The lecture, “Reign of Error: Responding to the Assault on Public Education,” is at 7:30 p.m. Wednesday, October 23, in the Hopkins Center for the Arts’ Alumni Hall and is co-sponsored by the Dartmouth Department of Education’s Teacher Education Program and the Vermont School Boards Association. Ravitch, a research professor of education at New York University and a senior fellow at the Brookings Institution, will meet with students from the teacher education program and public policy students from the Rockefeller Center in the afternoon for a conversation about talking with policy makers about education policy.

Ravitch’s visit is part of a year-long lecture series featuring prominent public policy scholars and practitioners. Many are Dartmouth alumni, including Jonathan Shrier ’85, acting special representative for Global Food Security with the U.S. Department of State; and Michael Breen ’02, executive director of the Truman National Security Project and the Center for National Policy. (Shrier’s lecture has been postponed until winter term.)

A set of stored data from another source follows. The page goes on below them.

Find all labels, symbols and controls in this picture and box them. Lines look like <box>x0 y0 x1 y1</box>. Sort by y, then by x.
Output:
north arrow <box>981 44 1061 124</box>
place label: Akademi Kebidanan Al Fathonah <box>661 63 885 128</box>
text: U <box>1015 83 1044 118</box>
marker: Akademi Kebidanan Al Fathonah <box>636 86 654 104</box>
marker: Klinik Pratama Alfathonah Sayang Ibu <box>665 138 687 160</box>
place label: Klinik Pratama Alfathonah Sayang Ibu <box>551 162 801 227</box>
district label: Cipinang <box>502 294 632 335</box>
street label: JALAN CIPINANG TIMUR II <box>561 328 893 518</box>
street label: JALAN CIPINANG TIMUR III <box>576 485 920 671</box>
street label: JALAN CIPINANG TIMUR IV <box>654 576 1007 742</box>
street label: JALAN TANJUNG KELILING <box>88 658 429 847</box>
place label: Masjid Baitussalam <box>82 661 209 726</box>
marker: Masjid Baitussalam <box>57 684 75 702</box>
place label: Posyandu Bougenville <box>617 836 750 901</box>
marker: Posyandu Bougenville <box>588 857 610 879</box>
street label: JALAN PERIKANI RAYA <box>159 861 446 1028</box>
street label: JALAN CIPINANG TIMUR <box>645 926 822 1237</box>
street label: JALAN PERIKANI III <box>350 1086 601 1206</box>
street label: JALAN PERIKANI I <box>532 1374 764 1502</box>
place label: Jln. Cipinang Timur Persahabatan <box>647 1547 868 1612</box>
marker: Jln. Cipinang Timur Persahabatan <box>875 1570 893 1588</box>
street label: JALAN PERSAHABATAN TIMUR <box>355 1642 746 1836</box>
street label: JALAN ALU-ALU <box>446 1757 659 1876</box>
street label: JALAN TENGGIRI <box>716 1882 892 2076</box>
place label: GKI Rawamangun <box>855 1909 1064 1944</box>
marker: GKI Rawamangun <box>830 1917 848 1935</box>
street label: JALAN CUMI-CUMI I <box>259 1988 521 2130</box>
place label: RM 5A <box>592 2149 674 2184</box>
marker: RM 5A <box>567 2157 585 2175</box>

Since its founding in 1983, it has been the mission of the Rockefeller Center to educate, train, and inspire the next generation of public policy leaders in all fields through multidisciplinary education, public lectures by visiting scholars and dignitaries, skills training, and public policy-oriented research across the social sciences. The Center’s ongoing work honors the contributions of Dartmouth alumnus Nelson A. Rockefeller ’30 to the life of the nation.

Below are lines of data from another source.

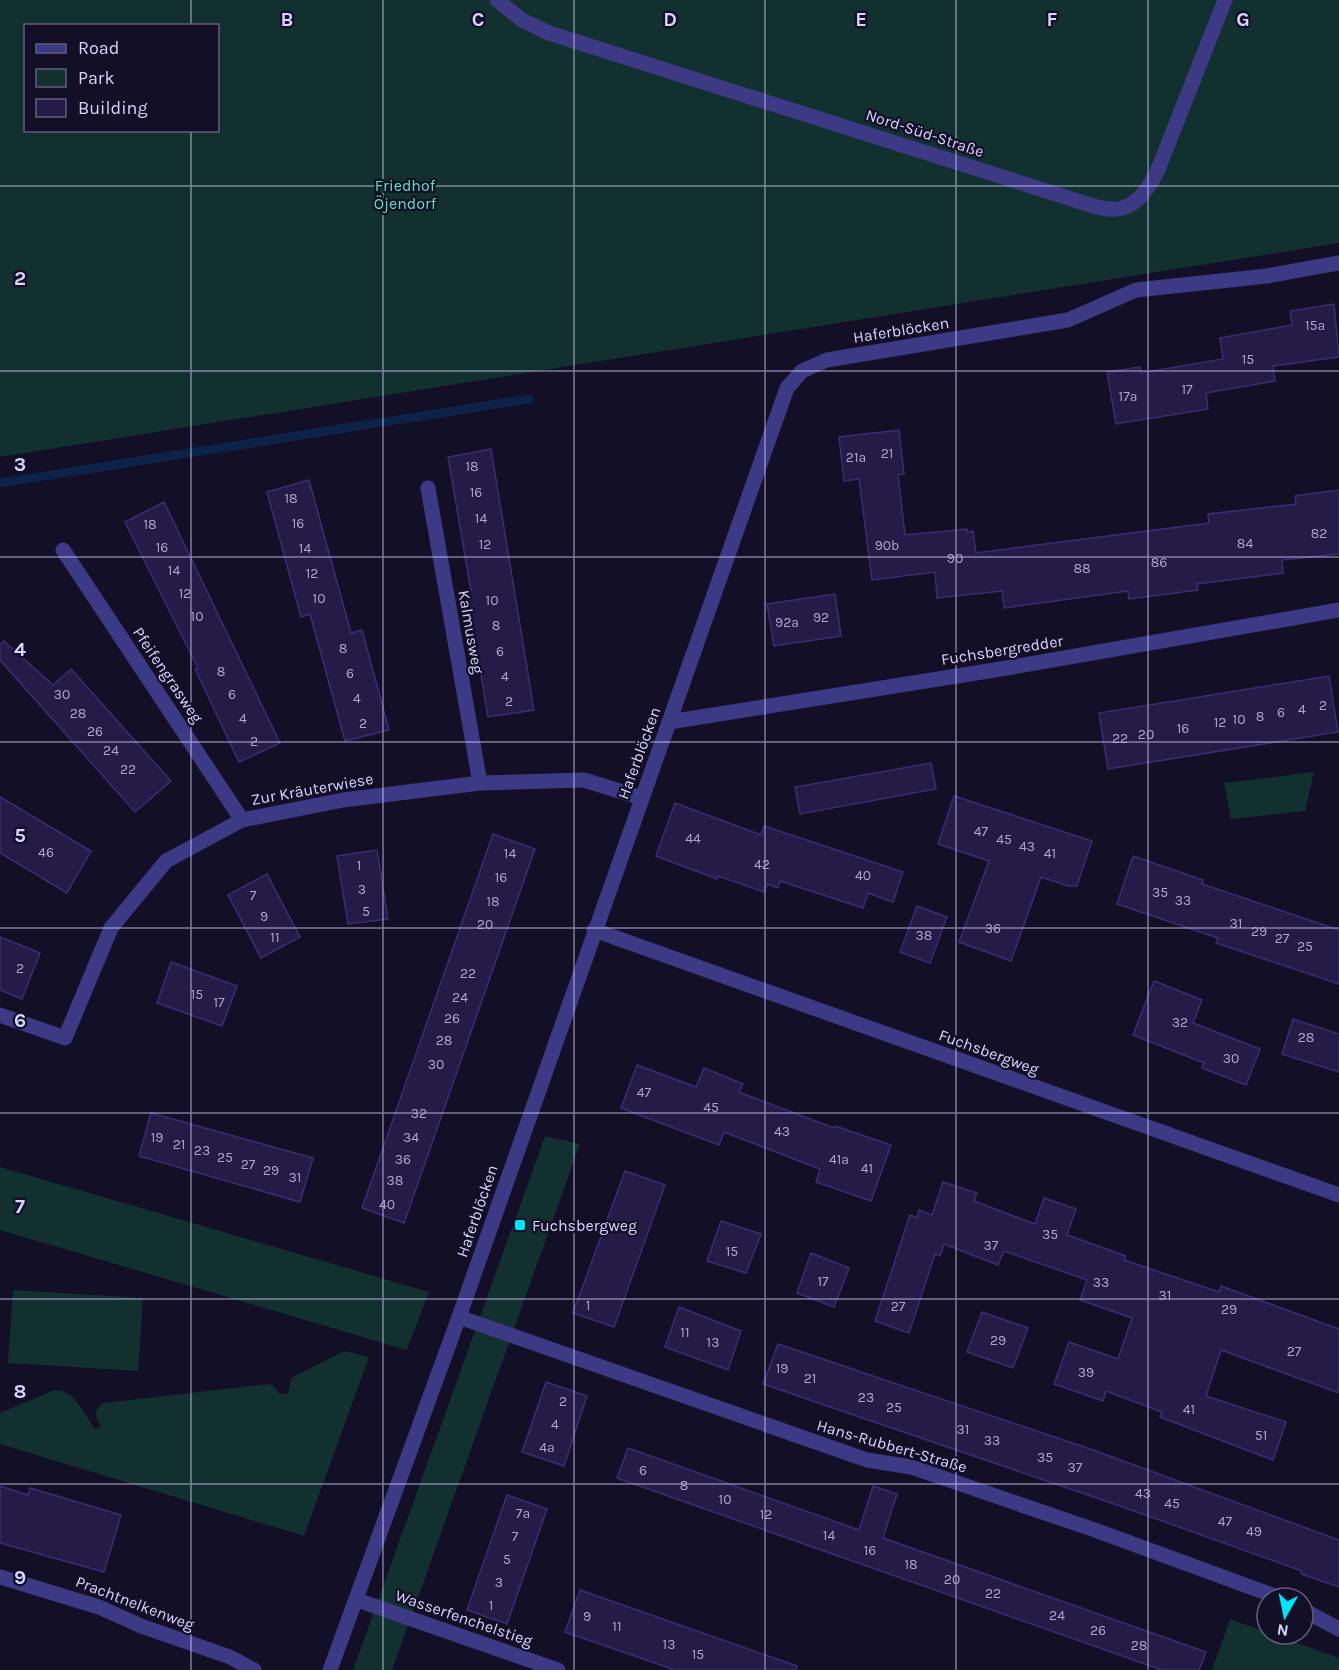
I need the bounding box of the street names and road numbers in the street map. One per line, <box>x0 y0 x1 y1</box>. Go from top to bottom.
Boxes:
street label: Nord-Süd-Straße <box>863 105 987 161</box>
street label: Haferblöcken <box>852 313 950 347</box>
street label: Kalmusweg <box>454 589 488 675</box>
street label: Pfeifengrasweg <box>129 623 207 727</box>
street label: Fuchsbergredder <box>940 631 1065 669</box>
street label: Haferblöcken <box>614 704 664 802</box>
street label: Zur Kräuterwiese <box>249 769 375 809</box>
street label: Fuchsbergweg <box>936 1025 1042 1079</box>
street label: Haferblöcken <box>452 1162 502 1260</box>
street label: Hans-Rubbert-Straße <box>815 1415 969 1477</box>
street label: Prachtnelkenweg <box>73 1572 197 1634</box>
street label: Wasserfenchelstieg <box>393 1586 535 1650</box>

“As recent events have shown, without broad and capable leadership, the ability of our public institutions to address problems and respond to opportunities is diminished,” says Andrew Samwick, director of the Rockefeller Center and the Sandra L. and Arthur L. Irving ’72a, P’10 Professor of Economics.

“The need to educate our most promising students for lives of leadership in public policy is even more apparent now than it was 30 years ago at the Center’s founding. The faculty and staff of the Rockefeller Center look forward to many more decades of innovative scholarship and teaching in support of better public policy,” he says.

Lecturer Rebecca Holcombe, director of Dartmouth’s Teacher Education Program, says she is glad for the opportunity to collaborate with the Rockefeller Center to sponsor Ravitch’s visit, and to encourage dialogue about education policy in the United States. Ravitch’s latest book, The Reign of Error: The Hoax of the Privatization Movement and the Danger to America’s Public Schools, is an important contribution to that debate, says Holcombe, who was recently named Vermont Secretary of Education by Gov. Peter Shumlin.

Other speakers in the lecture series

  • David Levy ’71, a professor at The Information School, University of Washington, will speak on “No Time to Think,” focusing on bringing mindfulness and other contemplative practices to address problems of information overload and acceleration, at 4:30 p.m. on November 7, in Rockefeller Center Room 003.
  • Michael Breen ’02, executive director of the Truman National Security Project and the Center for National Policy, will speak at a special Veterans Day Program on “Why Continuing Service to Your Country Matters,” at 4 p.m. on November 15, in Rockefeller Center Room 003.
  • Jonathan Shrier ’85, acting special representative for Global Food Security, U.S. Department of State, was to speak on “U.S. Leadership in Fighting Hunger, Poverty, and Undernutrition” on October 21, but his lecture has been postponed until winter term.